El gobernador de Florida, Ron DeSantis anunció el cierre del centro de detención migratoria conocido como “Alligator Alcatraz”, (“Alcatraz de los Caimanes” en español) considerado uno de los símbolos de la política migratoria impulsada por Donald Trump, sitio que operó desde 2025 y registró alrededor de 21 mil deportaciones.
Desde su creación, el centro generó polémica pues activistas y familiares de migrantes lo descalificaron por las condiciones a los que los sometían y por la falta de transparencia de los procesos lagales de algunos detenidos.
Te puede interesar: ¿Cuántos migrantes mexicanos han muerto bajo custodia de ICE durante la gestión de Trump? Esto reveló la SRE

¿Por qué cerró “Alcatraz de los Caimanes”?
DeSantis señaló que el sitio cerró porque «cumplió la función para la que fue diseñado ya que había permitido expulsar de Estados Unidos a muchísimas personas peligrosas de las calles y a sacarlas no solo del estado de Florida, sino de Estados Unidos de América”.
Dijo que los detenidos en “Alcatraz de los Caimanes” siguen bajo custodia federal y que están en marcha los procesos para desmantelar el sitio para retirar al personal y suspender las operaciones que se realizaban ahí.
Además, el gobernador de California comentó que luego de una visita de Donald Trump al lugar se especuló el cierre del centro debido a los altos costos, estimado en más de un millón de dólares diarios.
No obstante, DeSantis destacó que el lugar se concibió como temporal, como una solución de emergencia y una vez que el Departamento de Seguridad Nacional de los Estados Unidos (DHS) pudiera manejar a los migrantes ilegales «ellos podrían hacerlo».
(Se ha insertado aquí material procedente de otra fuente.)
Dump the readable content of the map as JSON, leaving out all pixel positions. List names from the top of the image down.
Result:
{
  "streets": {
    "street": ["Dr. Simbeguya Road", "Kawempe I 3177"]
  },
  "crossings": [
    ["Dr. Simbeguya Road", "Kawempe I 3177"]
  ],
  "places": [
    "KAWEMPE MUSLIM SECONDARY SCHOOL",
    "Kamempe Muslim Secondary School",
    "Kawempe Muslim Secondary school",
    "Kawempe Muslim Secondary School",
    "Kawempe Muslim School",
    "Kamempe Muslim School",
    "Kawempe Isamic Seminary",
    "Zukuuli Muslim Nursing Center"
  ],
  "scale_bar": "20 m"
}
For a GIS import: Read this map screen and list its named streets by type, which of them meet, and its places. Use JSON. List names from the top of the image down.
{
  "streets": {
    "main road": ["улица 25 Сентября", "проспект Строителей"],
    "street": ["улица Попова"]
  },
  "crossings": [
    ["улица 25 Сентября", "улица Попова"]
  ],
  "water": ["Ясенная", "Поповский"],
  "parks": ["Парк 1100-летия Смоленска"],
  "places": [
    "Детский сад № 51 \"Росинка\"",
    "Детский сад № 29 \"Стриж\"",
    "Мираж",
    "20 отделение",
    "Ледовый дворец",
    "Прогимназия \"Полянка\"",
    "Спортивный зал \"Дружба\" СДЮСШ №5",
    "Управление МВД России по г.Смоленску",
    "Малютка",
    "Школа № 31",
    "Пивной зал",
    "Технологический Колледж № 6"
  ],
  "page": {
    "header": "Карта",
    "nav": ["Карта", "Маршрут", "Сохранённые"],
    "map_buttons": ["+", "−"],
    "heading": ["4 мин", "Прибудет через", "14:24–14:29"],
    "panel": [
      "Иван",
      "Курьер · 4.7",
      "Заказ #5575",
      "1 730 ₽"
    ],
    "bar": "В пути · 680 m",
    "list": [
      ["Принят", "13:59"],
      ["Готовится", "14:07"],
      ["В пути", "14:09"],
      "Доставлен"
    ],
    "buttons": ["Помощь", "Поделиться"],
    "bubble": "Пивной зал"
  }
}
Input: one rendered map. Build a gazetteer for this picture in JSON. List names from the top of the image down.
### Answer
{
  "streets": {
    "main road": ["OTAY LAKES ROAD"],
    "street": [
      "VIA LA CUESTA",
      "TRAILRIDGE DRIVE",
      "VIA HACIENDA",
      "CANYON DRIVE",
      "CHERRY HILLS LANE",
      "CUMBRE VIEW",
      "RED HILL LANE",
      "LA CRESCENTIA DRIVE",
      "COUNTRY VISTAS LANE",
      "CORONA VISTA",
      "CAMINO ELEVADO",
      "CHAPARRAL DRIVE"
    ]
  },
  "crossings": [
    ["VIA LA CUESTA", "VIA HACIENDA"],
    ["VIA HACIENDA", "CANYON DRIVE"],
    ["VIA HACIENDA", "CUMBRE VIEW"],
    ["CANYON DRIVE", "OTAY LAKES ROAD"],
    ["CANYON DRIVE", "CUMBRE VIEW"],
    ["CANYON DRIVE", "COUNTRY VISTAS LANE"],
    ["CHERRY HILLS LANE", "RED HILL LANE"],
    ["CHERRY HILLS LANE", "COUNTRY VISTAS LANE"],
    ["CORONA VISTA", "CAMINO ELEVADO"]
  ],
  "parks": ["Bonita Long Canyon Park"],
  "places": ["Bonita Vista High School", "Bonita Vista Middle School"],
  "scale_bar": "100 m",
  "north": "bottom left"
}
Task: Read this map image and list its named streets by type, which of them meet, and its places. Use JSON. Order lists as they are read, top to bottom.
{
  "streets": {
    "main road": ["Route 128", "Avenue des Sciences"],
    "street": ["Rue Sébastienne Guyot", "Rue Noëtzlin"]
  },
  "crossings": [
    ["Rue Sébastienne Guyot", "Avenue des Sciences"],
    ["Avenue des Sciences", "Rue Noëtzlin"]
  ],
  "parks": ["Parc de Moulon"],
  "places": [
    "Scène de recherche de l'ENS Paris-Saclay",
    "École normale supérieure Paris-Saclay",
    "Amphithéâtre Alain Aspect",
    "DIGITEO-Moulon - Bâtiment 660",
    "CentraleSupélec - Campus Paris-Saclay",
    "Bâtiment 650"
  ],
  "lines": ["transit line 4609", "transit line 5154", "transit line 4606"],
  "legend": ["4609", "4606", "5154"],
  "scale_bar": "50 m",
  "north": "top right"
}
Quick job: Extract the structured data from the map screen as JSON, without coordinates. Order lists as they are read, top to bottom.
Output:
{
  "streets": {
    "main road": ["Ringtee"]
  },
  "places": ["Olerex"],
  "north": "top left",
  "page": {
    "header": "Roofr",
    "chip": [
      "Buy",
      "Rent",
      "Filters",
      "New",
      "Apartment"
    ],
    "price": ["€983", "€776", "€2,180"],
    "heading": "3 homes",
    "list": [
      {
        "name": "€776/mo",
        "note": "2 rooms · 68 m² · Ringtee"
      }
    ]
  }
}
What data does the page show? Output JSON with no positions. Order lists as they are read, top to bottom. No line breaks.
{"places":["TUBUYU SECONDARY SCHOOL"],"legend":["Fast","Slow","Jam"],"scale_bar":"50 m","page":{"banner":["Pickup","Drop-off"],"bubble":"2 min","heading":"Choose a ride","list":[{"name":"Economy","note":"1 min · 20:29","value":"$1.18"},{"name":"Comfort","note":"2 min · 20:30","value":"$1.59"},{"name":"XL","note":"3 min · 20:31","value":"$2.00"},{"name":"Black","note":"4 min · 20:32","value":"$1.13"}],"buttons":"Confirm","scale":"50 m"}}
Te puede interesar: Denuncian obstáculos para la búsqueda de personas migrantes desaparecidas en México
Organizaciones pedían cerrarlo
Grupos ambientalistas y defensores de migrantes condenaban el funcionamiento del centro por la opacidad de su funcioamiento y los abusos que se cometían en contra de las personas.
Amnistía Internacional se pronunció en contra de la construcción por las condiciones inhumanas, los daños ambientales al ecosistema de los Everglades y por su construcción en tierras indígenas.
La organización declaró que las personas estaban hacinadas en celdas con literas sin espacio para moverse; la comida en mal estado y llena de gusanos; lleno de mosquitos, las duchas son escasas y las condiciones extremas de calor y humedad hacen insoportable la estancia en el centro.
Además, señalaron que los presos no tenían medios fiables y confidenciales para comunicarse con sus abogados o con familiares.
Otras organizaciones documentaron casos de migrantes mexicanos que habían pagado sus fianzas por infracciones menores y aún así fueron encerrados en el centro sin motivos específicos.